AnonymousAnonymousover 9 years ago
Don't know here

You've obviously written a biographical account, so comment on your story would not be in order. That being said, I just can't tell how I feel about 'Penny'. She is obviously emotionally damaged, hence the self-loathing and later promiscuity. She obviously hurt 'Will' as she increasingly insisted on experimental sex. She disappointed him by Leaving when she could easily married him and he'd have happily gone with her. Then she was so unfair to him by promising to come back and never did, even to say goodbye and thank him for being who and what she needed sobadly at that time. Could a woman wwith her history and their age difference ever have been successful together? Probably not, too much happened to just say ,that's all past. He was a good bit older, so he would probably die first leaving her alone and possibly even more emotionally scarred. Her story needed telling and though there is a lot of sex, it isn't particularly erotic. Its a woman trying to find her way and failing over and over again, hurting others on the way. With her problems, was she eventually a good mother, not passing her hangups on to the kids? I seriously doubt it, but I hope so. A good or bad story, depending on how one interpreted it. I think there was self pity in her heart, disgust with sex simply because she shut herself off from others. She let him give much of himself to help her and she made it plain that it was insufficient and he would always take a backseat to her needs and appetites. I don't think she made too much of an effort to be a good person. Shut herself off from family for years, judging other's sexual activities as wrong, taking advantage of a carrying man and casting him aside forever but making promises and not keeping them. Her story in later life isn't told, I hope it is more admirable.
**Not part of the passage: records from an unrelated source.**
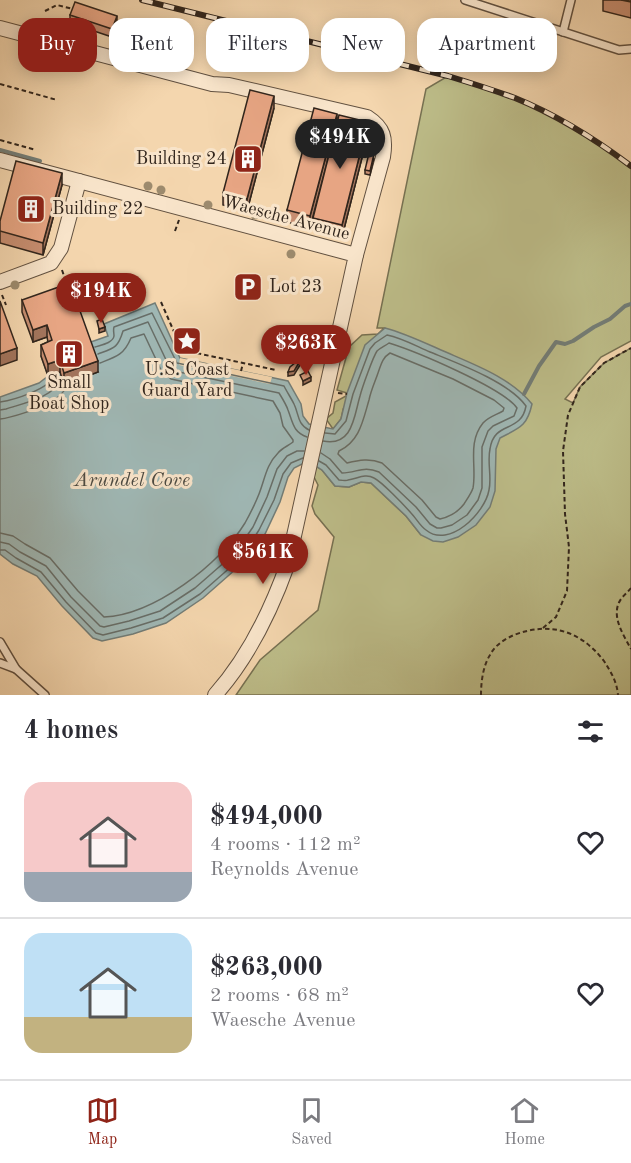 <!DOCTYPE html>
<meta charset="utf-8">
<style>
body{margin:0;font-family:"Old Standard TT",serif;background:#f2f2f3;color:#2b2b33;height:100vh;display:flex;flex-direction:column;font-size:22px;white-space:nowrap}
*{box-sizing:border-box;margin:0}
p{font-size:20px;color:#7c7c81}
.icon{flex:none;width:33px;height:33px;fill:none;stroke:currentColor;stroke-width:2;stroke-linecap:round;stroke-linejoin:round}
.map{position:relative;height:695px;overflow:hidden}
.details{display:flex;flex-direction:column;background:#fff;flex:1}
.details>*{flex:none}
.top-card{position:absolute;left:18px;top:18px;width:596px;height:54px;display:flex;gap:12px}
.price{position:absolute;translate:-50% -51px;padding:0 14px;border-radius:21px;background:#8f2418;color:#fff;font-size:20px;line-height:39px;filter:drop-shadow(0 2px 3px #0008)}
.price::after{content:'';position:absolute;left:50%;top:36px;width:18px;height:14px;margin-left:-9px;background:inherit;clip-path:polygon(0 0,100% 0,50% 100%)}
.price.current{background:#222;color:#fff}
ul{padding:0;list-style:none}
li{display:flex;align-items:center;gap:18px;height:150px;padding:0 24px}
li+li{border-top:2px solid #e1e1e2}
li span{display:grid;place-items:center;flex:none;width:168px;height:120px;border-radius:18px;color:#555}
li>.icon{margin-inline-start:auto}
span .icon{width:72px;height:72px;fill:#fffc;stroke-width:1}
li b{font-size:26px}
h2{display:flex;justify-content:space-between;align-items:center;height:72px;padding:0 24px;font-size:26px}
.chip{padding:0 21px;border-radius:18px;background:#fff;box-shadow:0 3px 15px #0003;font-size:21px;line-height:54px}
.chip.current{background:#8f2418;color:#fff}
.dock{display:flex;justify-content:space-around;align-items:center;height:84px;border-top:2px solid #e1e1e2;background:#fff;font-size:16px;color:#7c7c81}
.dock a{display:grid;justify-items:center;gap:3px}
.dock .current{color:#8f2418}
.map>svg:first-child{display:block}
</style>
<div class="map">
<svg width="631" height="695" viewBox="0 0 631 695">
<rect width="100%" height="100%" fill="#f4d6ae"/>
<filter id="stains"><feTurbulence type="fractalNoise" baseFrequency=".00333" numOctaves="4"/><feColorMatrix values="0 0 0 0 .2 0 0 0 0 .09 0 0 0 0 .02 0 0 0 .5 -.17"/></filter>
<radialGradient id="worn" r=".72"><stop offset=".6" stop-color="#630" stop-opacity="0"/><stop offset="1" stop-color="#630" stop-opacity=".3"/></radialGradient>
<path fill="#bdbd89" stroke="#777152" stroke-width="1.5" d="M448,76C471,83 493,89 515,98C557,115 595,139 631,166V341L601,357L565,399L573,403L580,387L604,363L631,348V695H236L260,660L318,610L334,537L315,514L312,506L318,485L314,477L316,466L322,470L335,486L349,487L361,482L371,483L406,516L421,535L343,410L341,419L333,429L326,419L333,413L335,402L346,396L347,393L337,390L349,347L362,335L378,334L384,328H377L426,89Z"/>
<path fill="#9fb7b4" stroke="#737d77" stroke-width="1.5" d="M155,303L180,358L288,381L301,404L303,416L309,424L333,429L341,419L347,393L365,345L385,328C404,333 423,342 441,350C473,364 510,377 532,404C527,427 519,428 500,438L496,449L495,491L490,507L476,525L458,537L443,542L433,541L421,535L406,516L371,483L361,482L349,487L335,486L322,470L314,465L302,464L294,468L288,477L280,502L265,534L245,561L203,598L166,623L133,634L102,641L93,638L62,606L37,576L13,564L0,554V397L39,383L48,376L41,356L88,343L108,336L104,324Z"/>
<path fill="#f4d6ae" d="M180,358L272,377L270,384L179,365Z"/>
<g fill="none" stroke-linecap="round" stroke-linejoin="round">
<g stroke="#686e68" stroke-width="1.5">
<path d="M95,347C101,345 113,343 114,336C114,333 113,330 114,327L152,313L177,363L284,386C287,392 291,398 294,404C299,414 297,424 309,430"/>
<path d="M390,353L453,379L494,400L504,408L503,411C496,415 488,417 483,423C467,443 477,466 473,488C471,494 467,499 464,504C458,512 449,517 440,519L436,517L422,500L382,463C370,458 359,460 347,463L338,454L339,451C360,441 363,420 369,400C371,390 375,382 378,373C381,365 382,358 390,353Z"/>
<path d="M98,354C114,348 118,348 123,331L148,322L168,364L173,369L179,372L279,393C282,398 286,404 288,410C293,423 293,432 307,437"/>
<path d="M0,402C14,400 49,389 54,376"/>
<path d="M0,410L6,409C24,403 53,398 61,379"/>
<path d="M0,419C11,418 41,408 51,402C58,398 64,392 68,385"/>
<path d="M321,453L330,459L342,473C357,473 363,465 379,472L416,507L430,524L437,528H441L452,525L467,515L478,500L482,488V447L488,431L493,426L514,416L517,408C503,388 415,351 389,343C385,346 380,348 377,351C373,357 362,388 360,396C354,416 353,447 323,441"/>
<path d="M319,461L326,465L339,480C339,480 347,481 348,480C357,479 365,473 374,478C382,482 404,505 411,513C416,518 420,526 426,530C449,549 485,513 489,490C492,477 487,462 490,449C494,420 521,434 526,406C509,382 457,363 430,352C416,346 402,338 387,335L375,343L370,349L353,394L346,421L335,434L325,433"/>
<path d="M0,533L13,536L25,544L50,558L78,591L104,617C154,615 220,564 245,523C250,514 255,504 259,494C265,479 266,465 278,453C282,448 288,446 293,442V440L283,426L280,413L273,401L171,379L161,370L144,334L131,338C124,355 116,357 100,363"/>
<path d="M0,542L9,544L20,552L46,566L71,597L100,626L104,627L129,621L160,611L195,588L235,553L253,527L267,497L277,469L287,456L297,451H304"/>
<path d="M0,550H5L16,558L41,572L66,602L96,633L103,635L131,628L163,618L200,594L241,558L259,530L274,500L283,474L291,463L303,458"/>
</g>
<g stroke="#737d77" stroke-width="4">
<path d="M0,150L40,161"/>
<path d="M524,394L539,366L556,342L565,344L573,341L594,327L610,319L625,306L631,304"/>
</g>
<g stroke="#625140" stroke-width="10">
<g id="service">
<path d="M465,0L619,50L631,49"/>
<path d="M563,32L571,0"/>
<path d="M0,642L16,669L45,695"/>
<path d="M0,663L16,669"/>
</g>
</g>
<g stroke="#625140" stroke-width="16">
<g id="minor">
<path d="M0,28L212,84L229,85L367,117C384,128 386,138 383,157L356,255"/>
<path d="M0,160L356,255L288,563C271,611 249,657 215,695"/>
<path d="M0,282L51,263L61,248L79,181"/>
</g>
</g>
<g stroke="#31251c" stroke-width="2" stroke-dasharray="4.5 3" stroke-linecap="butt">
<path d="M45,11L57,5L73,9"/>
<path d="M0,84L57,100"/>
<path d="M0,140L36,150"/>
<path d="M175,231L179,220"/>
<path d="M62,270L66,282"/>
<path d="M2,295L6,305"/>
<path d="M161,302L182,350L276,370"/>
<path d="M241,371L243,363"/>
<path d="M338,393L347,394"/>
<path d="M631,588C628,592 624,595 621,599C610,615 623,634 631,649"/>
<path d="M543,628L556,617L567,591L569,547L565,514L563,451L568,415L580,387L604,363L631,348"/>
<path d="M481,695C481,682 483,666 490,655C495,645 505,639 514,635C550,621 581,631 604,661C611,672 617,682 618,695"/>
</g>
<use href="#service" stroke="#f8e4ca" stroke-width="7"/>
<use href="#minor" stroke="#f8e4ca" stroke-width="14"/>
<g stroke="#31251c" stroke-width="6">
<path id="rail" d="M142,0L448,76C471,83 493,90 515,98C557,115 595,139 631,166"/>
</g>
<use href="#rail" stroke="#f8e4ca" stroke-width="4" stroke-dasharray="11" stroke-linecap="butt"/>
</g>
<g fill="#9c8a6d">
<circle cx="148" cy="186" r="4.5"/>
<circle cx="161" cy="190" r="4.5"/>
<circle cx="85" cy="203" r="4.5"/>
<circle cx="208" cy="205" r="4.5"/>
<circle cx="255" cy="215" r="4.5"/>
<circle cx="291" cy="254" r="4.5"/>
<circle cx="15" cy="285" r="4.5"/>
</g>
<g fill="#c78e71" stroke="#31251c" stroke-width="1.5">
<path d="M603,0H631V18L603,11Z"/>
<path d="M70,15L117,24L112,37L70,23Z"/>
<path d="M274,108L247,211L223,205V193Z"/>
<path d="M337,122L368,134L342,237L313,230V219L310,228L287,222V210Z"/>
<path d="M374,158L370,175L365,174V170Z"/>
<path d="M62,185L43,255L0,243V221Z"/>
<path d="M22,300L98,372L64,385L60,372L48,376L41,356V345L48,342L47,337L33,342L22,312Z"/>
</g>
<g fill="#a2745c" stroke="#31251c" stroke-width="1.5">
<path d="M117,16V24L112,37V29Z"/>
<path d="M274,96V108L247,211V199Z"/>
<path d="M337,114V125L310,228V216Z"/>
<path d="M368,122V134L342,237V225Z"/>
<path d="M62,173V185L43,255V243Z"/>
<path d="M47,325V337L33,342V330Z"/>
<path d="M105,327V331L99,333V329Z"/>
<path d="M17,348V360L0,366V354Z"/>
<path d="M60,360V372L48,376V364Z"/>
<path d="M98,361V372L64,385V373Z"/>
<path d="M300,361V365L294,375L288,376V372Z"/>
<path d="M311,377V381L303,385V381Z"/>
</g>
<g fill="#e7a583" stroke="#31251c" stroke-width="1.5">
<path d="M621,0H631V2Z"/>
<path d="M75,2L117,16L112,29L70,15Z"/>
<path d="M250,90L274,96L247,199L223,193Z"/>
<path d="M314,108L337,114L310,216L287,210Z"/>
<path d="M339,115L368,122L342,225L313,218Z"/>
<path d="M369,153L374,154L370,171L365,170Z"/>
<path d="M16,161L62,173L43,243L0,231V221Z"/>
<path d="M70,283L98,361L64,373L60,360L48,364L41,345L52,340L47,325L33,330L22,300Z"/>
<path d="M0,301L17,348L0,354Z"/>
<path d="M102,319L105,327L99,329L97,321Z"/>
<path d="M300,361L294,371L288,372L290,367L295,363Z"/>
<path d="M308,371L311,377L303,381L300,375Z"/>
</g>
<defs>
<g id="building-square" transform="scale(1.5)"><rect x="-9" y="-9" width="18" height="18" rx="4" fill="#8f2418" stroke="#f8e4ca"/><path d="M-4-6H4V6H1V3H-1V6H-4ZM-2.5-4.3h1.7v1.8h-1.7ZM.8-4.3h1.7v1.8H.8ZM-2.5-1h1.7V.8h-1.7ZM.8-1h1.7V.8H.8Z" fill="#fff"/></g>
<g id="parking-square" transform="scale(1.5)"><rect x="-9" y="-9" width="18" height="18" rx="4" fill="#8f2418" stroke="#f8e4ca"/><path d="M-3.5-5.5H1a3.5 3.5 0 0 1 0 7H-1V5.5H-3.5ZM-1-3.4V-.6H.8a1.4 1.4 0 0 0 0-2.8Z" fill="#fff"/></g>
<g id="sight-square" transform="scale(1.5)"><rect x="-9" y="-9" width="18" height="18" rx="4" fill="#8f2418" stroke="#f8e4ca"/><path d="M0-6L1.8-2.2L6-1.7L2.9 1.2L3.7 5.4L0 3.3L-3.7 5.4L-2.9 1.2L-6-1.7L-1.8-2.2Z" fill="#fff"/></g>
</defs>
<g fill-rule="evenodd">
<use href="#building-square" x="248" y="159"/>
<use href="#building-square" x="31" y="209"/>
<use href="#parking-square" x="248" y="287"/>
<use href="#sight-square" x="187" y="341"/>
<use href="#building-square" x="69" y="354"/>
</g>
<g text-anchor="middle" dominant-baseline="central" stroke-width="6" stroke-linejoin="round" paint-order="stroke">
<g font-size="18" fill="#31251c" stroke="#f8e4ca" text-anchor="start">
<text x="227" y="159" text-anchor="end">Building 24</text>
<text x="52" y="209">Building 22</text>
<text x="269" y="287">Lot 23</text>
<text x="187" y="370" text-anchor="middle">U.S. Coast<tspan x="187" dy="21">Guard Yard</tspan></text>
<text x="69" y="383" text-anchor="middle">Small<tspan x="69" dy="21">Boat Shop</tspan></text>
</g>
<g font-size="18" fill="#31251c" stroke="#f8e4ca">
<text transform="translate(286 218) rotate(15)">Waesche Avenue</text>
</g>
<g font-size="20" font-style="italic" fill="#4c4a42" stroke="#f8e4ca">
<text x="132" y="481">Arundel Cove</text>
</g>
</g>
<rect width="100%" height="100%" filter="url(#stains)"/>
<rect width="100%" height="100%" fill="url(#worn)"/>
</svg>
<b class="price current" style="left:340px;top:170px">$494K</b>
<b class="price" style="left:101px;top:324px">$194K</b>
<b class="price" style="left:306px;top:376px">$263K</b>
<b class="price" style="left:263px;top:585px">$561K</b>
<div class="top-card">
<a class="chip current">Buy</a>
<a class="chip">Rent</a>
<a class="chip">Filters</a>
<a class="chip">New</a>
<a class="chip">Apartment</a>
</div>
</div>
<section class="details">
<h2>4 homes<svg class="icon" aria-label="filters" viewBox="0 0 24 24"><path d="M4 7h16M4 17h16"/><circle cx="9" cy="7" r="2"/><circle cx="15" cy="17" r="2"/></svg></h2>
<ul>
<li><span style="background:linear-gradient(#f6c9c9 75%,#9aa5b1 0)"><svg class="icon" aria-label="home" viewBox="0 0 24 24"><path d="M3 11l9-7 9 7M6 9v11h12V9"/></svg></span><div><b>$494,000</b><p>4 rooms · 112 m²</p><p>Reynolds Avenue</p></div><svg class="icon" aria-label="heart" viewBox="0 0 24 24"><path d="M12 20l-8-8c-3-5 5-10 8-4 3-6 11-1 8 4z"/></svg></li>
<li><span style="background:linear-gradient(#bfe0f5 70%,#c2b280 0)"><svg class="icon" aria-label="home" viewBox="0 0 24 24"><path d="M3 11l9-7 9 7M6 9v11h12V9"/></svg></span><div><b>$263,000</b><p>2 rooms · 68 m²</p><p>Waesche Avenue</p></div><svg class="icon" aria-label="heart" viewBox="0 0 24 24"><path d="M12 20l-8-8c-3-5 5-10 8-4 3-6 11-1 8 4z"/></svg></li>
</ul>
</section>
<nav class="dock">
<a class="current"><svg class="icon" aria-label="map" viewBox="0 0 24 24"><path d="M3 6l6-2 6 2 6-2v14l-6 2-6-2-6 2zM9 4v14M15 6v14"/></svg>Map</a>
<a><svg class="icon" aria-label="saved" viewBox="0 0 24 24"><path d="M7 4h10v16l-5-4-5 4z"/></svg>Saved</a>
<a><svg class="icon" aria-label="home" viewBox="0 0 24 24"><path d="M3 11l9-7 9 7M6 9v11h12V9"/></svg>Home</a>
</nav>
AnonymousAnonymousover 8 years ago
My Thoughts

I think she is sad. What she experienced during her 'promiscuity phase' was probably what most girls would experience during their college years, which she missed through her self-loathing. Was she looking for love and acceptance? No, she had that already and her family would have accepted her back long before she contacted them and she had to have known it. Family is Family. She cast 'Will' aside. Making not even a token effort to end it where he could go on with life. Not even a 'Dear John' letter. I don't like this story. I don't like "users" which is what she is. She used her new husband to get the fulfillment of motherhood and she could never give him her love completely. If she didn't still love 'Will' in some way she would just have considered him an ex-boyfriend and not tried to find him. I think she fucked him over. I think she never totally got over being the self-serving, emotional cripple that she became as a teenager.